### GIVEN INFORMATION
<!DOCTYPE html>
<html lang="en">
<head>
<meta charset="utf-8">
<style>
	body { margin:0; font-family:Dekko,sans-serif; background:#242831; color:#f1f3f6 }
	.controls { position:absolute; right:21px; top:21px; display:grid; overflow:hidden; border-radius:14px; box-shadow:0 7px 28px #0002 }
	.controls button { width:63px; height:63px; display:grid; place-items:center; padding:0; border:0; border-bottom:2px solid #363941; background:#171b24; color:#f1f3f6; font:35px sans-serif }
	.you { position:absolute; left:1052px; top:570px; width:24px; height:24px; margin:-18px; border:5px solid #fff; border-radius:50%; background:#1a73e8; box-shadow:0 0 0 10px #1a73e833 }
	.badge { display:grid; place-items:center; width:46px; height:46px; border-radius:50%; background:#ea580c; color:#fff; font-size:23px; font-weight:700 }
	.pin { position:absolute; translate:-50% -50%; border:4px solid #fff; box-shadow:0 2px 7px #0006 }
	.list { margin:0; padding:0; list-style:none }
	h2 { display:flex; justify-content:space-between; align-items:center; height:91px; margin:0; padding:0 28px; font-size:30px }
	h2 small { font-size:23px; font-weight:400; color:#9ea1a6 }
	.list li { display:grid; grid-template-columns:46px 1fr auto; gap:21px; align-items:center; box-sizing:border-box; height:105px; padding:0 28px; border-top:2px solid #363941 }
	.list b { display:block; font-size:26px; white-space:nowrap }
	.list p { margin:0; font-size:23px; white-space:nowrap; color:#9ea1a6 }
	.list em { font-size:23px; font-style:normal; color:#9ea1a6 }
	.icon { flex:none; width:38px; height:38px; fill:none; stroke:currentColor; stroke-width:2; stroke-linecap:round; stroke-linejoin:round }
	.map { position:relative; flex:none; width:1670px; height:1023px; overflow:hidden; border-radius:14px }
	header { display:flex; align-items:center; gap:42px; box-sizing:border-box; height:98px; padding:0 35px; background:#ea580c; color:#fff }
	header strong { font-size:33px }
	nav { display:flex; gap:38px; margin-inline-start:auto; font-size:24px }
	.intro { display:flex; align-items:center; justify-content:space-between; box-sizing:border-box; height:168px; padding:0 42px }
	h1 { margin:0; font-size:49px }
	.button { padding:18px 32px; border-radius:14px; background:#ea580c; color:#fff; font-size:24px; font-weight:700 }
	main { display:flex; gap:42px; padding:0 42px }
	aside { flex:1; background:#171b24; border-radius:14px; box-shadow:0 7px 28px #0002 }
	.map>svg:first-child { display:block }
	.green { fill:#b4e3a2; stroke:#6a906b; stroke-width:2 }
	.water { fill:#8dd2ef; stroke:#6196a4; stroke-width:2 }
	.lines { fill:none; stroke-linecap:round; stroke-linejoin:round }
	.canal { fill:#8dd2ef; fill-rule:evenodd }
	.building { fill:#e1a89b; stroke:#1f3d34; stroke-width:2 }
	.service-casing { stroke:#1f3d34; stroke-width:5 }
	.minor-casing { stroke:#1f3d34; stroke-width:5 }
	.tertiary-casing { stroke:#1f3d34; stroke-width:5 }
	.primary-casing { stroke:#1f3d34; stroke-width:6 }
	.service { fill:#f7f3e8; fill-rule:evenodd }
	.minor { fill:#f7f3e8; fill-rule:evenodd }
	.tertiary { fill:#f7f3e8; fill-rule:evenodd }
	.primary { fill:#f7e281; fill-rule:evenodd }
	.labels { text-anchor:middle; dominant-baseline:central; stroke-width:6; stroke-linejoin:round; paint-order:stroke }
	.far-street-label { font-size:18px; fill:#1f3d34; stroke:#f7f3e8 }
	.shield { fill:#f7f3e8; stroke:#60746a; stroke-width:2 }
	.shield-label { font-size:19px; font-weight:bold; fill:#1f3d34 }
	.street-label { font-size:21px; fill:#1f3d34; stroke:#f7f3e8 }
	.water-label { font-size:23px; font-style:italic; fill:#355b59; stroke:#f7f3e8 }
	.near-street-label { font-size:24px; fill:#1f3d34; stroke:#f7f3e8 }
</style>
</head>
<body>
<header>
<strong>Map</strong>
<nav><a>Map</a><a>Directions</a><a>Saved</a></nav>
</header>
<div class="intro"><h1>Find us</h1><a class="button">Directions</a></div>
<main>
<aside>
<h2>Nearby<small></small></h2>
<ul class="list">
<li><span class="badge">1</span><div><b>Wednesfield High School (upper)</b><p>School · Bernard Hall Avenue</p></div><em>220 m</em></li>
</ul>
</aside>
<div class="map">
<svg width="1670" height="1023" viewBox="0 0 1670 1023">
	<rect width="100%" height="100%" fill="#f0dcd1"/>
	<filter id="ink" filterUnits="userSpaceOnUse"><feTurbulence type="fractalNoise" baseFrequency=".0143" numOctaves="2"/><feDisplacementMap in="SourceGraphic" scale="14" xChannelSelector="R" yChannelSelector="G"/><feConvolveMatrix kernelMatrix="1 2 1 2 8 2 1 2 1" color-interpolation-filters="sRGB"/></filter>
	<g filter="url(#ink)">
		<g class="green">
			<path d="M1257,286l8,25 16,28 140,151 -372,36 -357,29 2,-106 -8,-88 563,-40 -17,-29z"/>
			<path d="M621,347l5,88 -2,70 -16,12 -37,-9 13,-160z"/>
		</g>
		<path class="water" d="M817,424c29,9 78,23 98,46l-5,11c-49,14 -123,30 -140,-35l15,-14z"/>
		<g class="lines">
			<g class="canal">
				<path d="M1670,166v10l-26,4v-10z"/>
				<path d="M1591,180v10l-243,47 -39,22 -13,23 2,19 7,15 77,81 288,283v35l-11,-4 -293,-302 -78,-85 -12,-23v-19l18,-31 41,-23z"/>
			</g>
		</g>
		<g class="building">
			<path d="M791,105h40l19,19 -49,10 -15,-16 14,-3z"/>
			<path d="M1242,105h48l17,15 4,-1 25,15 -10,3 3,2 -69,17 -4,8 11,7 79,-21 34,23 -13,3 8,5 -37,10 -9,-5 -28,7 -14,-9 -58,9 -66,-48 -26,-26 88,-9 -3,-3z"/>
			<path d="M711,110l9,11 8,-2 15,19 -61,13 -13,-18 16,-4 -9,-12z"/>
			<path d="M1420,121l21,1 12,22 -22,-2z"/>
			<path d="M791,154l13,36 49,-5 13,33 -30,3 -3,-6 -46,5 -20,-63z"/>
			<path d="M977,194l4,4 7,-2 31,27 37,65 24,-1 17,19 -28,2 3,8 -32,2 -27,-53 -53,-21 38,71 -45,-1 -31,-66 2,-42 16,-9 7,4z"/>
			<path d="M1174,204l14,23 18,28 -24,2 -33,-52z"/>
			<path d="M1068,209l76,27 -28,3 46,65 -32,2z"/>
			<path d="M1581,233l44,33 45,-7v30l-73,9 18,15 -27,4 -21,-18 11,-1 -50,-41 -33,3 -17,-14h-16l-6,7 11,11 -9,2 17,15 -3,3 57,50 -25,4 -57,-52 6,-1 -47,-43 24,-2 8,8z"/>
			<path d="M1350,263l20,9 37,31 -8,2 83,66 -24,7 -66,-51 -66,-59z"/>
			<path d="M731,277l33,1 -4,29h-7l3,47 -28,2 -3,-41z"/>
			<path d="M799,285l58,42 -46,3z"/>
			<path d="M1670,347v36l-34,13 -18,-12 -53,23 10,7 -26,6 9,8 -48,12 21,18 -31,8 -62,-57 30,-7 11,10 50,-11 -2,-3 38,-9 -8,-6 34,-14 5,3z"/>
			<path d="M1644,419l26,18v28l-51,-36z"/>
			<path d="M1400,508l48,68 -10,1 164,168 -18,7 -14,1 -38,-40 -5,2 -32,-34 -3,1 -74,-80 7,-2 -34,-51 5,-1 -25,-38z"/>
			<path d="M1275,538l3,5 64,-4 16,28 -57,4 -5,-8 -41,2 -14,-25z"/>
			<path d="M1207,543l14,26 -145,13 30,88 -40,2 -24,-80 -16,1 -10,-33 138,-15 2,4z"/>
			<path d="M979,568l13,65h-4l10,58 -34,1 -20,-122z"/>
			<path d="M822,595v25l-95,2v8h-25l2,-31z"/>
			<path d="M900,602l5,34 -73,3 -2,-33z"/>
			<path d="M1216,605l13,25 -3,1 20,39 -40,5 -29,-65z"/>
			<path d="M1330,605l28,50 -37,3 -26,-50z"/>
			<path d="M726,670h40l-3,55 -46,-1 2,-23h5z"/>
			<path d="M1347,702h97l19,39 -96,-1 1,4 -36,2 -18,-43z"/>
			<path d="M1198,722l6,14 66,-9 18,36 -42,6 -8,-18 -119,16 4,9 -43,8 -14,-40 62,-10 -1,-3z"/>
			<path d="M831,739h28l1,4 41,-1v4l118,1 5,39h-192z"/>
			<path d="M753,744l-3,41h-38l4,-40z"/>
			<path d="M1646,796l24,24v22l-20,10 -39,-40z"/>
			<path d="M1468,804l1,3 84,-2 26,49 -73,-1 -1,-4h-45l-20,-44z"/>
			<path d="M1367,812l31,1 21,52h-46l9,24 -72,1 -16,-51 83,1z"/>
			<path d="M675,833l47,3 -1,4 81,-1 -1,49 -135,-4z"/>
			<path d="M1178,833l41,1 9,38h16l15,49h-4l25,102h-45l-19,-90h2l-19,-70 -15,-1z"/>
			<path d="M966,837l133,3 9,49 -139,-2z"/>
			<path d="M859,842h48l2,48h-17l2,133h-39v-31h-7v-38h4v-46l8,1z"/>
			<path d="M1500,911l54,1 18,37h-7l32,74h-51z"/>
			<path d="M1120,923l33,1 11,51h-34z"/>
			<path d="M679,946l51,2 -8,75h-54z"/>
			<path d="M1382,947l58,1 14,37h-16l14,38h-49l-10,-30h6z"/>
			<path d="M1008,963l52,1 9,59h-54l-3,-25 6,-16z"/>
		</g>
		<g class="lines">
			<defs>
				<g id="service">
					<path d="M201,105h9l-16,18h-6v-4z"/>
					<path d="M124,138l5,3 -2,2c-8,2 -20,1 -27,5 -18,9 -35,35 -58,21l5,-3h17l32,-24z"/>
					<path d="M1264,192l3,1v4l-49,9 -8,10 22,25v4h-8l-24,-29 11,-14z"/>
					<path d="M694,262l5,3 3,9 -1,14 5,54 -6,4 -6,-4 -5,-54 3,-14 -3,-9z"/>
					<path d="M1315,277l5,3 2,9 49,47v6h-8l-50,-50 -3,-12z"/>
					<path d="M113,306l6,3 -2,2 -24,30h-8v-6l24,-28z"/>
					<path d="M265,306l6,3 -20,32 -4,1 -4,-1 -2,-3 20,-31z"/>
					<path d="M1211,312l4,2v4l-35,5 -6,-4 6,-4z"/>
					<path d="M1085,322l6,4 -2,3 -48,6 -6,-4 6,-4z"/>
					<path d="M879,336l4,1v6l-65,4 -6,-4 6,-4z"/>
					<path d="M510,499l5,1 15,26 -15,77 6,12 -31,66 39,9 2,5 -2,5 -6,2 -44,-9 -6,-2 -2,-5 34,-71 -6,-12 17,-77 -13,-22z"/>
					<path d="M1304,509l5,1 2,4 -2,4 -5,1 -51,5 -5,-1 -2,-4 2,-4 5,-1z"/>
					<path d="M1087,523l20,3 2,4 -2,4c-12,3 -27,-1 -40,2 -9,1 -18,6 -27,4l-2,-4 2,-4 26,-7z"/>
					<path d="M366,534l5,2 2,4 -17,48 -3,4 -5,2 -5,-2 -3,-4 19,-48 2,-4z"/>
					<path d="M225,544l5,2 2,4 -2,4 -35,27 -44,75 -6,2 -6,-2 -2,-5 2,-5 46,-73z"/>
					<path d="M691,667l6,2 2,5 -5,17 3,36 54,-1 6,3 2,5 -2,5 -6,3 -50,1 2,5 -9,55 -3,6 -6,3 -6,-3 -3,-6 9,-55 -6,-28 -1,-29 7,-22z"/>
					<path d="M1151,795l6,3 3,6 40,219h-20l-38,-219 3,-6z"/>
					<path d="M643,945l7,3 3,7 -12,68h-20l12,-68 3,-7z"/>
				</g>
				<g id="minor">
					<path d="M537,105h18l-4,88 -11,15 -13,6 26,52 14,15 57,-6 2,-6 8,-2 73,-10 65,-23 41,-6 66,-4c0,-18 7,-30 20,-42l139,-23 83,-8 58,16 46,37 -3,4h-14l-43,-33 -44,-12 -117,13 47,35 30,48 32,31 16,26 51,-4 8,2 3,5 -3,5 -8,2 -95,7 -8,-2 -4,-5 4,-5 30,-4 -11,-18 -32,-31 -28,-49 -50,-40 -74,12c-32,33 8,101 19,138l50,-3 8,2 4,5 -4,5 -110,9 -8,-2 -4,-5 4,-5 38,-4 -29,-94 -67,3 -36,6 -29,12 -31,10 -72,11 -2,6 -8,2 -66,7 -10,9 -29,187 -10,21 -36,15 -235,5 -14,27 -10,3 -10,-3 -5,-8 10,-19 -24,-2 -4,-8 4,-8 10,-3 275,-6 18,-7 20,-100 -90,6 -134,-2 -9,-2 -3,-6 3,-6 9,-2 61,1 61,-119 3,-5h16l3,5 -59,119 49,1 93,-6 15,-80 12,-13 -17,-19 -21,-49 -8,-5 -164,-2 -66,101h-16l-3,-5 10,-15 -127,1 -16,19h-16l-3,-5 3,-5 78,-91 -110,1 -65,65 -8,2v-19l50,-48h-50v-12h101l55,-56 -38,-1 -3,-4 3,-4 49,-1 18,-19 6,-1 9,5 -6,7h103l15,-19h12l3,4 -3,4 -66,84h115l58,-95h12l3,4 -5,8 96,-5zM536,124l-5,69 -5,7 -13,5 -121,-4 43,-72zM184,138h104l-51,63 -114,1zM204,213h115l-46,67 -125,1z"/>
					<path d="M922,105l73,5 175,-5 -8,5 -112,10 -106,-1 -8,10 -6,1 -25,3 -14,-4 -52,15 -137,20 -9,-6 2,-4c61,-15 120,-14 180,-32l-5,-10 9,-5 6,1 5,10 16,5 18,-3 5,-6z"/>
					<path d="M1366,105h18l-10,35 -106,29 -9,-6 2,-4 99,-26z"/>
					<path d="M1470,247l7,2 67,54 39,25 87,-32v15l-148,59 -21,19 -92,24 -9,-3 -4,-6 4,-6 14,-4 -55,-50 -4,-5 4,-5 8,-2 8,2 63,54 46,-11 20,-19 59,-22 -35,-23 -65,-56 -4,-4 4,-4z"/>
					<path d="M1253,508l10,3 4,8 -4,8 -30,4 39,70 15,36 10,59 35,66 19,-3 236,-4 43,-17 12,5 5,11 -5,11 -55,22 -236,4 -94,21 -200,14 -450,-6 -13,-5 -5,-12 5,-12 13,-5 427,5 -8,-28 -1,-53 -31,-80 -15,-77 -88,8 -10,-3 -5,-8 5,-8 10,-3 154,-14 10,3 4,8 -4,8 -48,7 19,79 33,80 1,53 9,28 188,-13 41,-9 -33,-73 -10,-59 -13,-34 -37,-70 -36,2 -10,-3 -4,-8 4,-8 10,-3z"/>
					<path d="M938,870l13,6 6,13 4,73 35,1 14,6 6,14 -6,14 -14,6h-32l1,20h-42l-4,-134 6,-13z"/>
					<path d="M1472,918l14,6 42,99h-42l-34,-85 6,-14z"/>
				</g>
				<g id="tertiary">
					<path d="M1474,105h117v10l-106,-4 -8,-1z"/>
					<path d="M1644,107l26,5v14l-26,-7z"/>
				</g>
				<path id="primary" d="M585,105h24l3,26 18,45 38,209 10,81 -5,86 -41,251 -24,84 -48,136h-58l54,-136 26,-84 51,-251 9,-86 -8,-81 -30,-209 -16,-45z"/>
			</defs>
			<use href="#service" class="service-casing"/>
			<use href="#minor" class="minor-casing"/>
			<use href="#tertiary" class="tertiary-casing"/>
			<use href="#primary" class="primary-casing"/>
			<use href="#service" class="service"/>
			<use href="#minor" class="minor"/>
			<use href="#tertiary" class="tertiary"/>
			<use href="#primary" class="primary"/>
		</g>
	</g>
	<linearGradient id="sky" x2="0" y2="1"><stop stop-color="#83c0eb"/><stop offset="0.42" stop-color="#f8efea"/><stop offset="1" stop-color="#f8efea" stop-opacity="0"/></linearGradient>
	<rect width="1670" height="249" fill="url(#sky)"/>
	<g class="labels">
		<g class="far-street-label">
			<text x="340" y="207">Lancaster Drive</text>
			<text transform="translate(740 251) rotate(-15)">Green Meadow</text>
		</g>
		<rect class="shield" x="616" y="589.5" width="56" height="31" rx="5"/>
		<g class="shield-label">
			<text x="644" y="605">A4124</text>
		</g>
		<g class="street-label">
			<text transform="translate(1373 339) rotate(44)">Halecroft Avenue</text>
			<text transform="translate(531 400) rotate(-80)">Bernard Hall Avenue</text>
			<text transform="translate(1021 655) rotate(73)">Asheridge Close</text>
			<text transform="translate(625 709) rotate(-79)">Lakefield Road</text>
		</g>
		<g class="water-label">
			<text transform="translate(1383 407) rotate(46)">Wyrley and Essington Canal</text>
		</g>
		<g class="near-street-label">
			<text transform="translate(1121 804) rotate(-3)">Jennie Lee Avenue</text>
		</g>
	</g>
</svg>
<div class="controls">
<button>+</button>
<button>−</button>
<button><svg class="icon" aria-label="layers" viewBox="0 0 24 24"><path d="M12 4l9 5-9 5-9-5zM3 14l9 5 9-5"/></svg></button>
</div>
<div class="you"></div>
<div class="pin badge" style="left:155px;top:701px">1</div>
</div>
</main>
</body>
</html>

### YOUR INSTRUCTIONS
Looking at the records above, in how many lines does the word "strong" occur? Reply with the number alone.

### RESULT OF THE TASK
2